Nothing in the Standard would distinguish between the "aliasing" behaviors of the following pairs of functions:

int test1(int i)
{
  return unionArr[i].v1.x;
}
int test2a(int j)
{
  unionArr[j].v2.x = 1;
}

int test2a(int i)
{
  struct s1 *p = &unionArr[i].v1;
  return p->x;
}
int test2b(int j)
{
  struct s2 *p = &unionArr[j].v2;
  p->x = 1;
}

Both of them use an lvalue of type int to access the storage associated with objects of type struct s1, struct s2, union U, and union U[100], even though int is not listed as an allowable type for accessing any of those.

While it may seem absurd that even the first form would invoke UB, that shouldn't be a problem if one recognizes support for access patterns beyond those explicitly listed in the Standard as a Quality of Implementation issue.
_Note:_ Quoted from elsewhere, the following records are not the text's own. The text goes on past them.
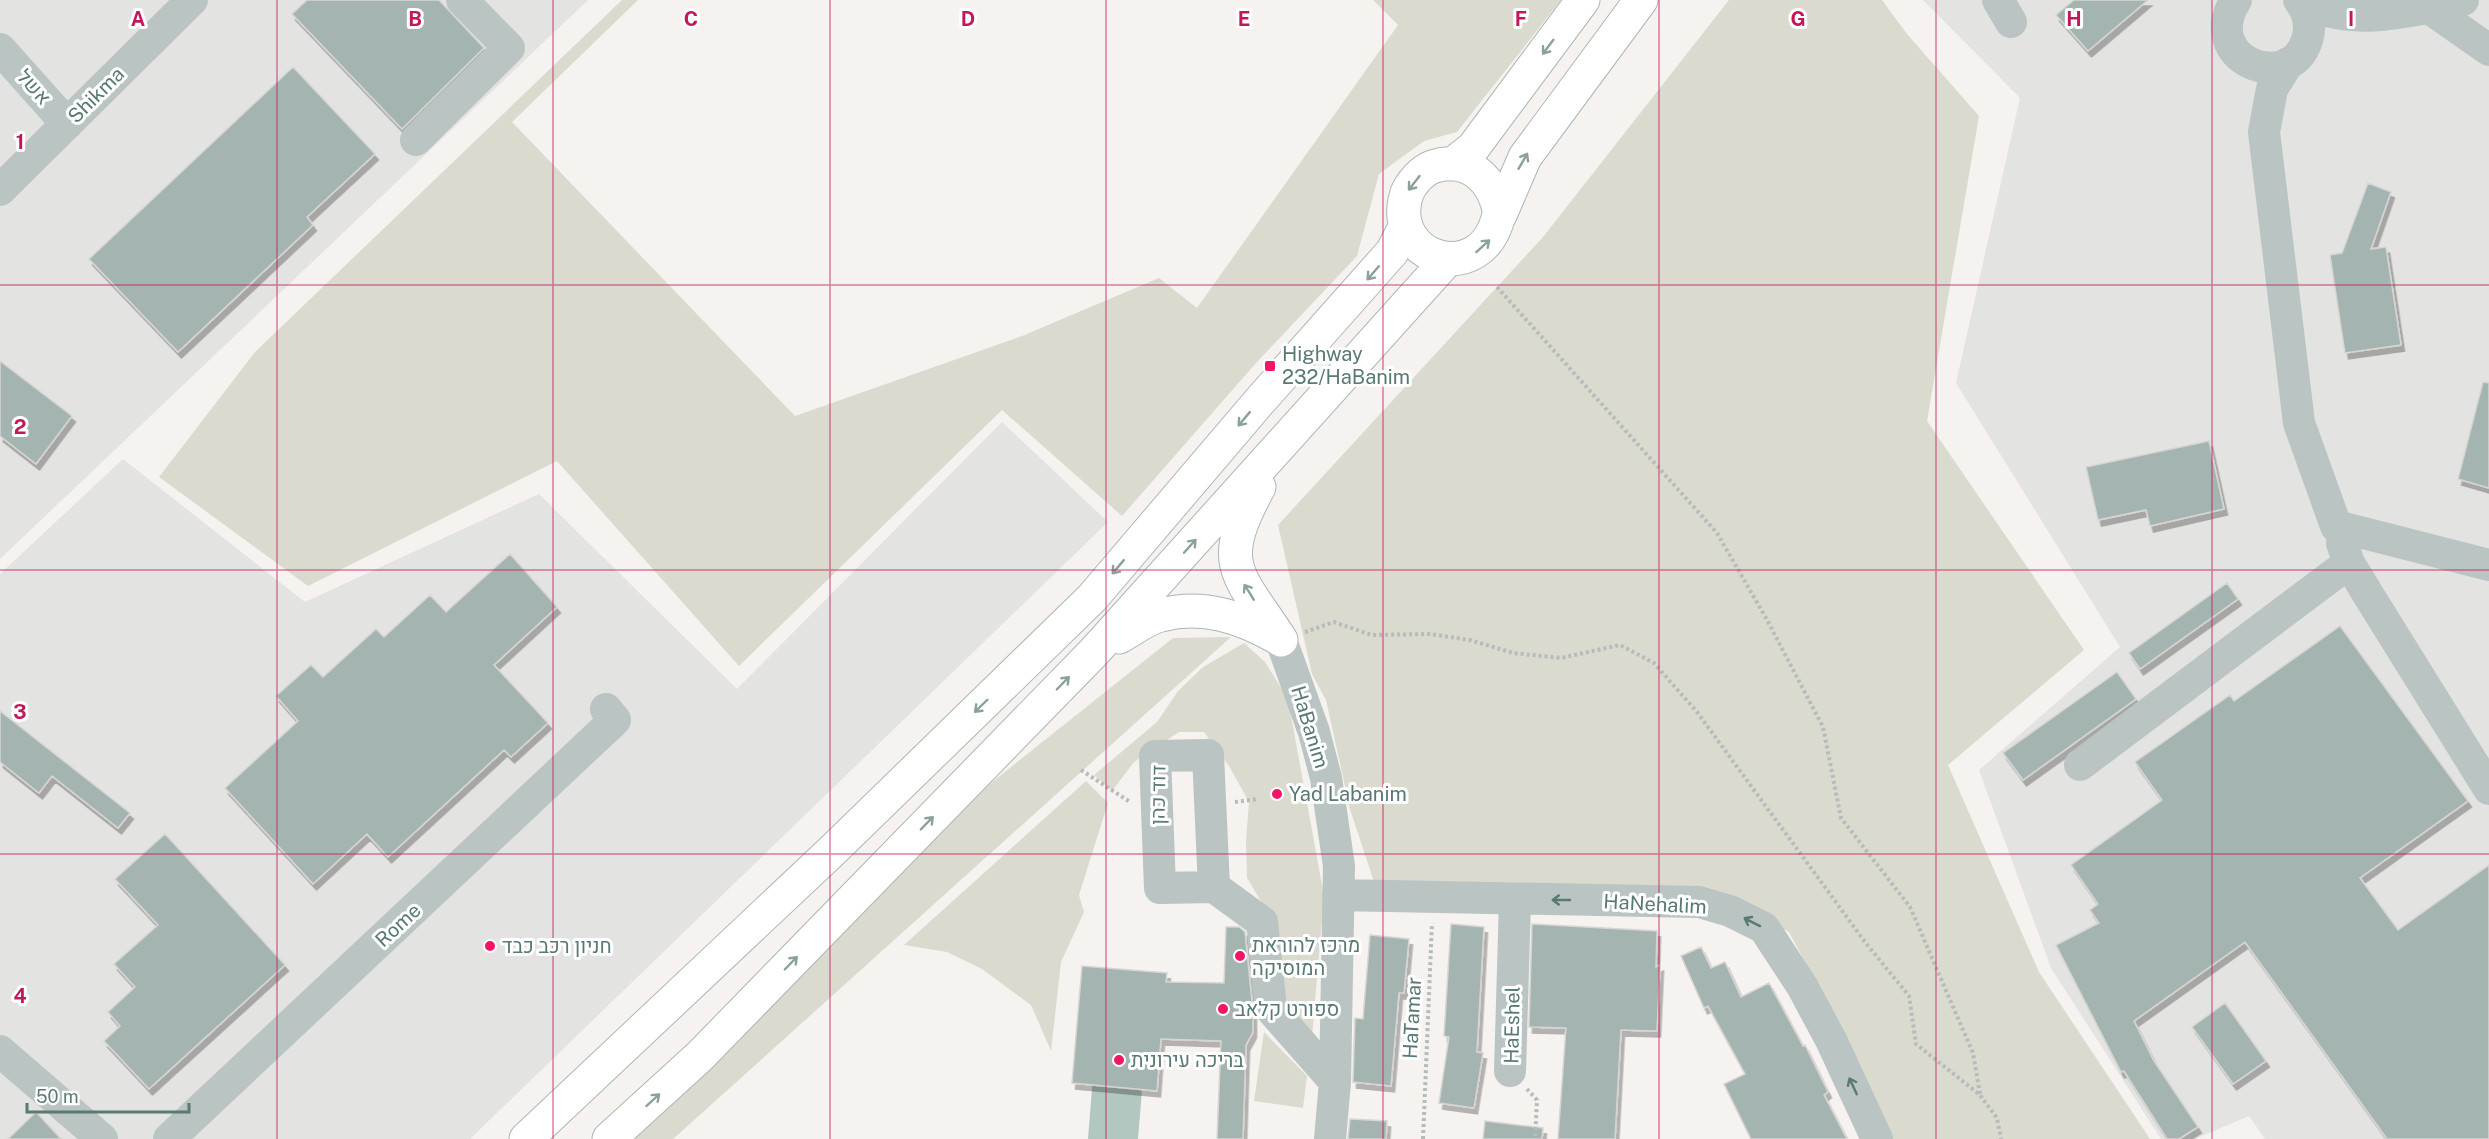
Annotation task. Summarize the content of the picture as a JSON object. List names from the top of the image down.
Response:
{
  "streets": {
    "street": [
      "אשל",
      "Shikma",
      "HaBanim",
      "HaNehalim",
      "Rome",
      "HaEshel"
    ],
    "path": ["HaTamar"]
  },
  "crossings": [
    ["אשל", "Shikma"],
    ["HaBanim", "HaNehalim"],
    ["HaNehalim", "HaTamar"],
    ["HaNehalim", "HaEshel"]
  ],
  "one_way": ["HaNehalim"],
  "places": {
    "transit": ["Highway 232/HaBanim"],
    "other": [
      "Yad Labanim",
      "חניון רכב כבד",
      "מרכז להוראת המוסיקה",
      "ספורט קלאב",
      "בריכה עירונית"
    ]
  },
  "scale_bar": "50 m",
  "grid": {
    "columns": [
      "A",
      "B",
      "C",
      "D",
      "E",
      "F",
      "G",
      "H",
      "I"
    ],
    "rows": [
      "1",
      "2",
      "3",
      "4"
    ]
  }
}
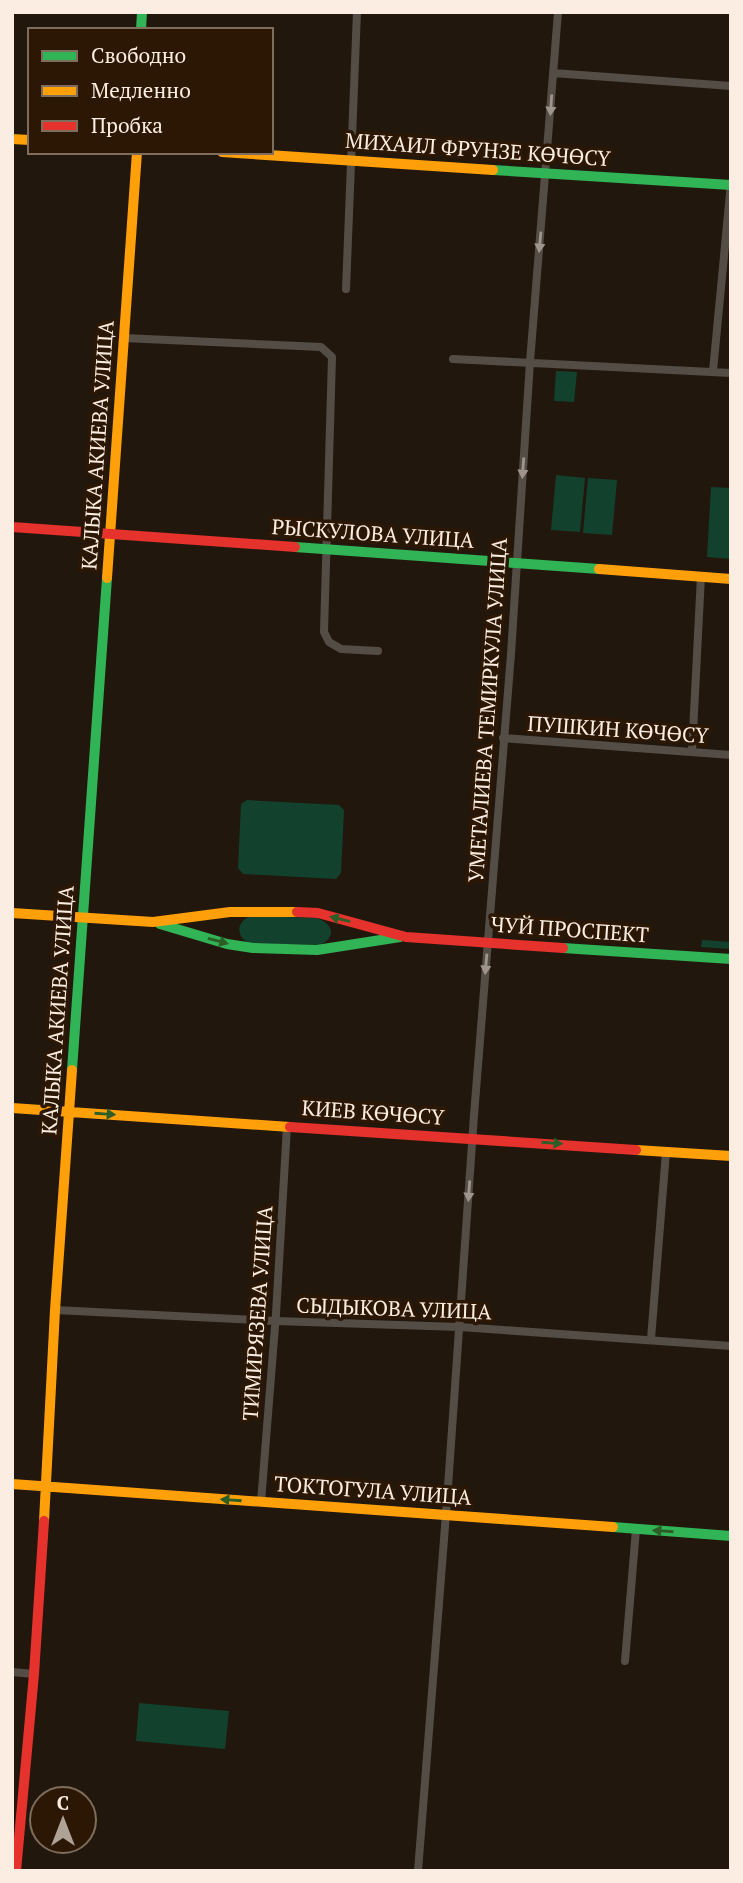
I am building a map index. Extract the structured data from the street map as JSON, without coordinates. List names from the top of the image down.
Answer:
{
  "streets": {
    "main road": [
      "МИХАИЛ ФРУНЗЕ КӨЧӨСҮ",
      "КАЛЫКА АКИЕВА УЛИЦА",
      "РЫСКУЛОВА УЛИЦА",
      "ЧУЙ ПРОСПЕКТ",
      "КИЕВ КӨЧӨСҮ",
      "ТОКТОГУЛА УЛИЦА"
    ],
    "street": [
      "УМЕТАЛИЕВА ТЕМИРКУЛА УЛИЦА",
      "ПУШКИН КӨЧӨСҮ",
      "СЫДЫКОВА УЛИЦА",
      "ТИМИРЯЗЕВА УЛИЦА"
    ]
  },
  "crossings": [
    ["МИХАИЛ ФРУНЗЕ КӨЧӨСҮ", "УМЕТАЛИЕВА ТЕМИРКУЛА УЛИЦА"],
    ["КАЛЫКА АКИЕВА УЛИЦА", "РЫСКУЛОВА УЛИЦА"],
    ["КАЛЫКА АКИЕВА УЛИЦА", "ЧУЙ ПРОСПЕКТ"],
    ["КАЛЫКА АКИЕВА УЛИЦА", "КИЕВ КӨЧӨСҮ"],
    ["КАЛЫКА АКИЕВА УЛИЦА", "СЫДЫКОВА УЛИЦА"],
    ["КАЛЫКА АКИЕВА УЛИЦА", "ТОКТОГУЛА УЛИЦА"],
    ["РЫСКУЛОВА УЛИЦА", "УМЕТАЛИЕВА ТЕМИРКУЛА УЛИЦА"],
    ["УМЕТАЛИЕВА ТЕМИРКУЛА УЛИЦА", "ПУШКИН КӨЧӨСҮ"],
    ["УМЕТАЛИЕВА ТЕМИРКУЛА УЛИЦА", "ЧУЙ ПРОСПЕКТ"],
    ["УМЕТАЛИЕВА ТЕМИРКУЛА УЛИЦА", "КИЕВ КӨЧӨСҮ"],
    ["УМЕТАЛИЕВА ТЕМИРКУЛА УЛИЦА", "СЫДЫКОВА УЛИЦА"],
    ["УМЕТАЛИЕВА ТЕМИРКУЛА УЛИЦА", "ТОКТОГУЛА УЛИЦА"],
    ["КИЕВ КӨЧӨСҮ", "ТИМИРЯЗЕВА УЛИЦА"],
    ["СЫДЫКОВА УЛИЦА", "ТИМИРЯЗЕВА УЛИЦА"],
    ["ТИМИРЯЗЕВА УЛИЦА", "ТОКТОГУЛА УЛИЦА"]
  ],
  "one_way": ["УМЕТАЛИЕВА ТЕМИРКУЛА УЛИЦА", "КИЕВ КӨЧӨСҮ", "ТОКТОГУЛА УЛИЦА"],
  "legend": ["Свободно", "Медленно", "Пробка"],
  "north": "top"
}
According to the published rationale, the authors of the Standard thought compiler writers would to try to produce high-quality implementations, and it was thus not necessary to forbid "conforming" implementations from being of such low quality as to be useless. An implementation could be "conforming" without being able to handle test1a() or test2b() in cases where they would access member v2.x of a union U, but only in the sense that an implementation could be "conforming" while being incapable of correctly processing anything other than some particular contrived and useless program.

Unfortunately, although I think the authors of the Standard would likely have expected that quality implementations would be able to handle code like test2a()/test2b() as well as test1a()/test1b(), neither gcc nor clang supports them pattern reliably(*). The stated purpose of the aliasing rules is to avoid forcing compilers to allow for aliasing in cases where there's no evidence of it, and where the possibility of aliasing would be "dubious" [doubtful]. I've seen no evidence that they intended that quality compilers wouldn't recognize that code which takes the address of unionArr[i].v1 and uses it is likely to access the same storage as other code that uses unionArr[i] (which is, of course, visibly associated with unionArr[i].v2). The authors of gcc and clang, however, seem to think it's possible for something to be a quality implementation without having to consider such things.

(*) Given e.g.

int test(int i, int j)
{
  if (test2a(i))
    test2b(j);
  return test2a(i);
}

neither gcc nor clang will recognize that if i==j, test2b(j) would access the same storage as test2a(i), even when though both would access the same element of the same array.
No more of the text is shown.